Natural mummy from the Taklamakan Desert

Cherchen Man or Chärchän Man or Ur-David is the modern name given to a mummy found in the town Cherchen, located in current Xinjiang region of China. The mummy is a member of the group known as Tarim mummies. His naturally-mummified remains were discovered in Tomb 2 at the Zaghunluq cemetery, near the town of Qiemo (Chärchän) in the Taklamakan Desert of north-west China. Other such remains have also been recovered at sites throughout the Tarim Basin, including Qäwrighul, Yanghai, Shengjindian, Shanpula (Sampul), and Qizilchoqa.

== Discovery ==

The individual who became known as Cherchen Man was discovered in September 1985 at the Zaghunluq cemetery in Xinjiang, northwestern China. The cemetery lies about 6 km south of the town of Qiemo, also known as Cherchen, near the southern edge of the Tarim Basin.
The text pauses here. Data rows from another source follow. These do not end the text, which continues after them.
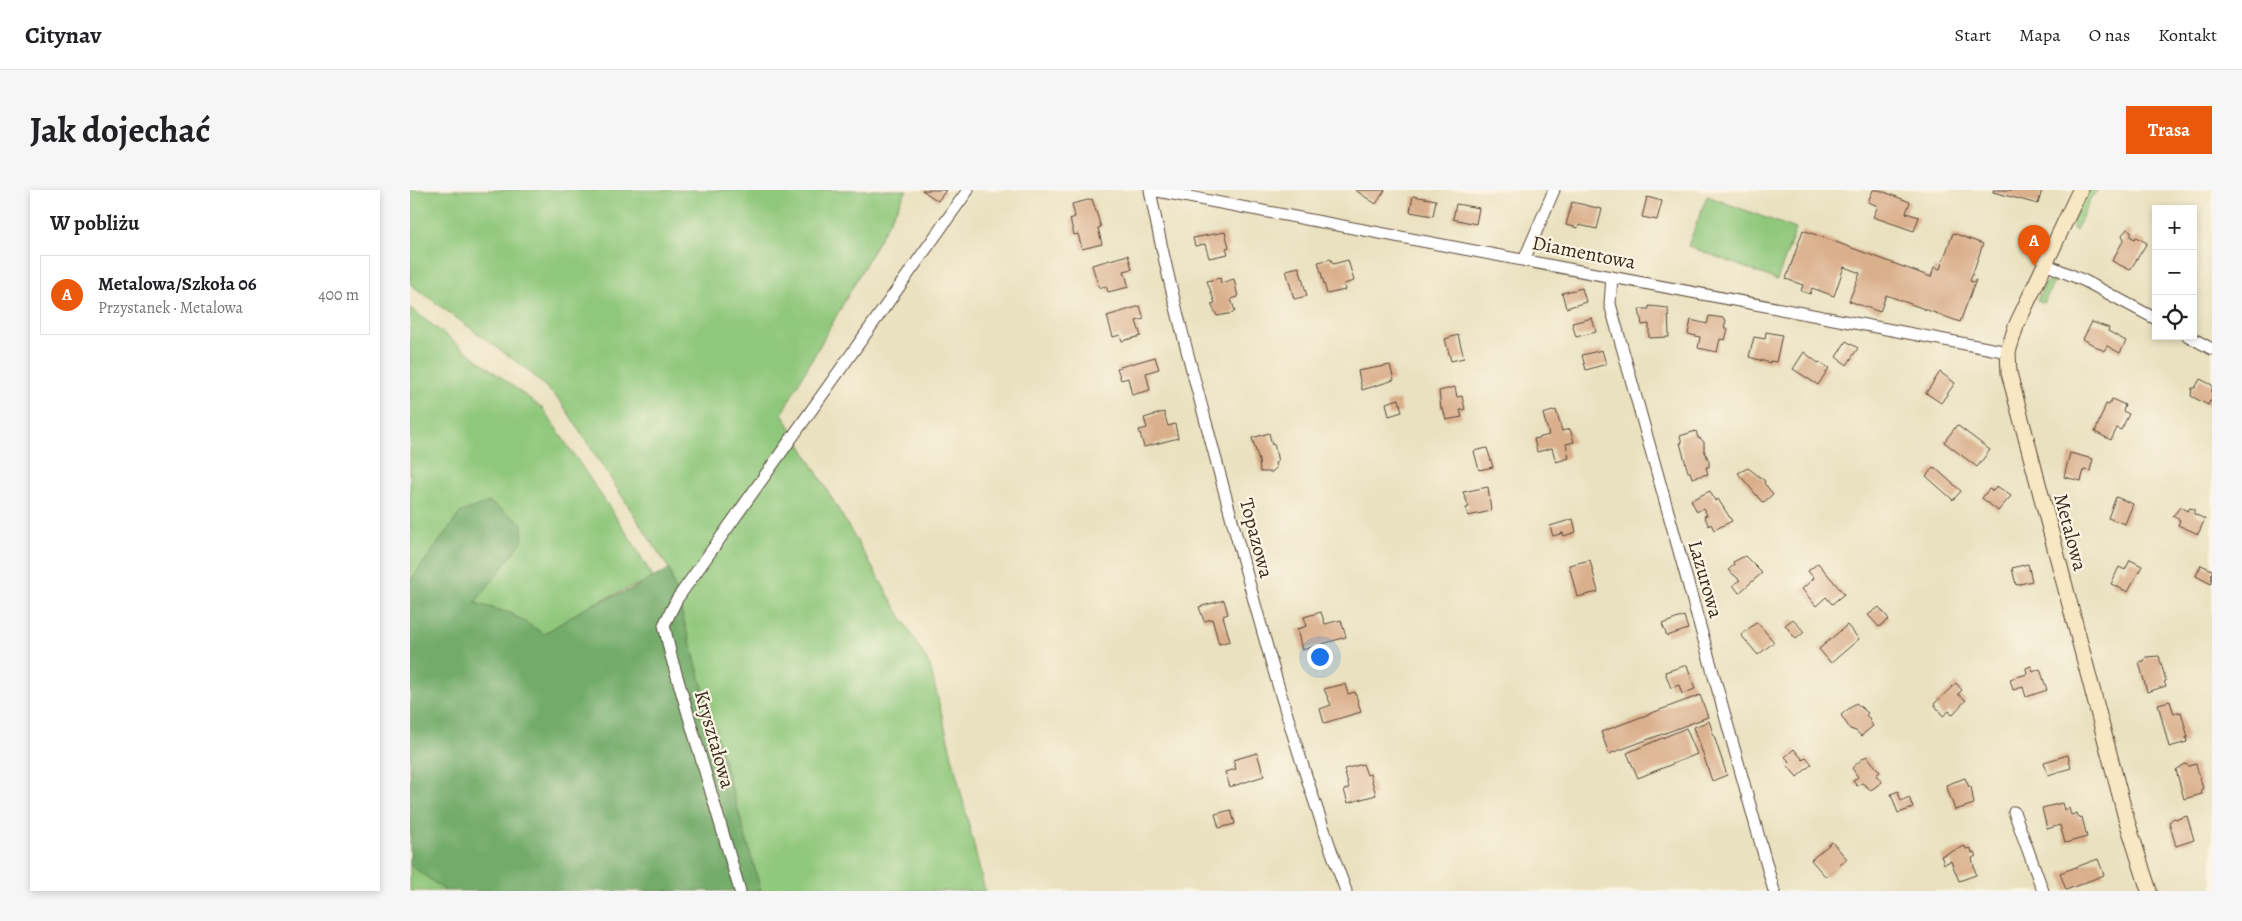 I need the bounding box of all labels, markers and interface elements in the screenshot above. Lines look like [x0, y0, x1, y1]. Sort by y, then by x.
text: Citynav [25, 19, 101, 51]
text: Start [1955, 23, 1991, 47]
text: Mapa [2019, 23, 2061, 47]
text: O nas [2089, 23, 2130, 47]
text: Kontakt [2158, 23, 2217, 47]
text: Jak dojechać [30, 106, 210, 154]
button: Trasa [2126, 106, 2212, 154]
map controls [2152, 205, 2197, 340]
button: + [2152, 205, 2197, 250]
text: W pobliżu [50, 209, 139, 237]
pin: A [2018, 225, 2050, 266]
street label: Diamentowa [1530, 229, 1639, 276]
button: − [2152, 250, 2197, 295]
text: Metalowa/Szkoła 06 [98, 271, 257, 297]
text: A [62, 284, 72, 306]
text: 400 m [318, 284, 359, 306]
button: locate [2152, 295, 2197, 340]
text: Przystanek · Metalowa [98, 297, 243, 319]
street label: Metalowa [2047, 490, 2094, 574]
street label: Topazowa [1233, 495, 1280, 582]
street label: Lazurowa [1682, 537, 1730, 622]
your location [1307, 644, 1333, 670]
street label: Kryształowa [688, 687, 742, 792]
Archaeologists had begun preliminary investigations at the site earlier that year. The cemetery extended about 1.1 km from north to south and 750 m from east to west and contained several hundred graves.

During the September excavation, archaeologists opened five tombs. Three had already been broken into, while two remained intact. The two intact graves were designated Tombs 85QZM 1 and 85QZM 2. Tomb 85QZM 1 contained an infant, while Tomb 85QZM 2 contained four adults: Cherchen Man and three women.

Based on similarities in their burial clothing, archaeologist Victor H. Mair suggested that Cherchen Man, one of the women and the infant may have formed a family group.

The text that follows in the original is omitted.